◆ **Material for this exercise**

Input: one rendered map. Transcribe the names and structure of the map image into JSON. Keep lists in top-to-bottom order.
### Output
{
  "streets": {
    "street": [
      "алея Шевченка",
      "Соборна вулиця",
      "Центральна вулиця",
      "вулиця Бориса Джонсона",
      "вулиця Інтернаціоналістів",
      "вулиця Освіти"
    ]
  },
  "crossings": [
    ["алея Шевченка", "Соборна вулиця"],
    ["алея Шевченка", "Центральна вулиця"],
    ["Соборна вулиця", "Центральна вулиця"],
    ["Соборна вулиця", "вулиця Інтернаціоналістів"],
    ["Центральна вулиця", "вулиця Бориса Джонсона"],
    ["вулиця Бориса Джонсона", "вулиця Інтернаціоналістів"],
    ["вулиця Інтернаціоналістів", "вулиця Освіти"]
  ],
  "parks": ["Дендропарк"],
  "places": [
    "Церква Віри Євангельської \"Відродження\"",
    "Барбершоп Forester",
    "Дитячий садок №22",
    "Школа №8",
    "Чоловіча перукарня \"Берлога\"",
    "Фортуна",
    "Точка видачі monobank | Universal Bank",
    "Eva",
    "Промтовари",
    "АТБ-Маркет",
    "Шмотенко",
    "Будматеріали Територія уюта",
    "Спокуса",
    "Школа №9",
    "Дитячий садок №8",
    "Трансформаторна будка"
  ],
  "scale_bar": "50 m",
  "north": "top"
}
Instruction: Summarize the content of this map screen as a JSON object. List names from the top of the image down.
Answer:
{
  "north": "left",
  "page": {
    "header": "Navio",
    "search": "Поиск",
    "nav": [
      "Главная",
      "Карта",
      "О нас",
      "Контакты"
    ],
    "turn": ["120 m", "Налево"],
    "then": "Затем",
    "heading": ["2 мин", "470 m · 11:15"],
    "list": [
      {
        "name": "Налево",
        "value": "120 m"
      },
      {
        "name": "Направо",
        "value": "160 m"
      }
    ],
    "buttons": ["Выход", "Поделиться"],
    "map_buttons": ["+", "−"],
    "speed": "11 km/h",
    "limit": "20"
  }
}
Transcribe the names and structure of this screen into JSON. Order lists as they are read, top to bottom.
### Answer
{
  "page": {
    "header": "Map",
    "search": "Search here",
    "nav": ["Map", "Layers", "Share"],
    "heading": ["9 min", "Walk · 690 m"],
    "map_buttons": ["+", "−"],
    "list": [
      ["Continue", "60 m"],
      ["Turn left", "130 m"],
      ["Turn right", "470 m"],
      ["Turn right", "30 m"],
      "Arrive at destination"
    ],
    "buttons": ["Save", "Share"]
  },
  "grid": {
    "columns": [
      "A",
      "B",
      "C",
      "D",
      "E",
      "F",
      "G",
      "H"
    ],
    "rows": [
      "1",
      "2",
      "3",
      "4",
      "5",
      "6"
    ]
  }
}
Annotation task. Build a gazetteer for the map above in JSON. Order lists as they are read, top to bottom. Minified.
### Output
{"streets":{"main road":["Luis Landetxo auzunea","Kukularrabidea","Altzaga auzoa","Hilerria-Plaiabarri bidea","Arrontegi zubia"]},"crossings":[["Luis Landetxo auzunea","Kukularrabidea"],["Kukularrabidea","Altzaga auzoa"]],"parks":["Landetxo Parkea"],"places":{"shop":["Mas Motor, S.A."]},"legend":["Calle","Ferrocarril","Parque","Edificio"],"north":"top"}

◆ **Task prompt**
Copy verbatim the span of lines that begins with the line holding "Transcribe the names and structure of this" and ends at the last line of the records.

◆ **Result below**
Transcribe the names and structure of this screen into JSON. Order lists as they are read, top to bottom.
### Answer
{
  "page": {
    "header": "Map",
    "search": "Search here",
    "nav": ["Map", "Layers", "Share"],
    "heading": ["9 min", "Walk · 690 m"],
    "map_buttons": ["+", "−"],
    "list": [
      ["Continue", "60 m"],
      ["Turn left", "130 m"],
      ["Turn right", "470 m"],
      ["Turn right", "30 m"],
      "Arrive at destination"
    ],
    "buttons": ["Save", "Share"]
  },
  "grid": {
    "columns": [
      "A",
      "B",
      "C",
      "D",
      "E",
      "F",
      "G",
      "H"
    ],
    "rows": [
      "1",
      "2",
      "3",
      "4",
      "5",
      "6"
    ]
  }
}
Annotation task. Build a gazetteer for the map above in JSON. Order lists as they are read, top to bottom. Minified.
### Output
{"streets":{"main road":["Luis Landetxo auzunea","Kukularrabidea","Altzaga auzoa","Hilerria-Plaiabarri bidea","Arrontegi zubia"]},"crossings":[["Luis Landetxo auzunea","Kukularrabidea"],["Kukularrabidea","Altzaga auzoa"]],"parks":["Landetxo Parkea"],"places":{"shop":["Mas Motor, S.A."]},"legend":["Calle","Ferrocarril","Parque","Edificio"],"north":"top"}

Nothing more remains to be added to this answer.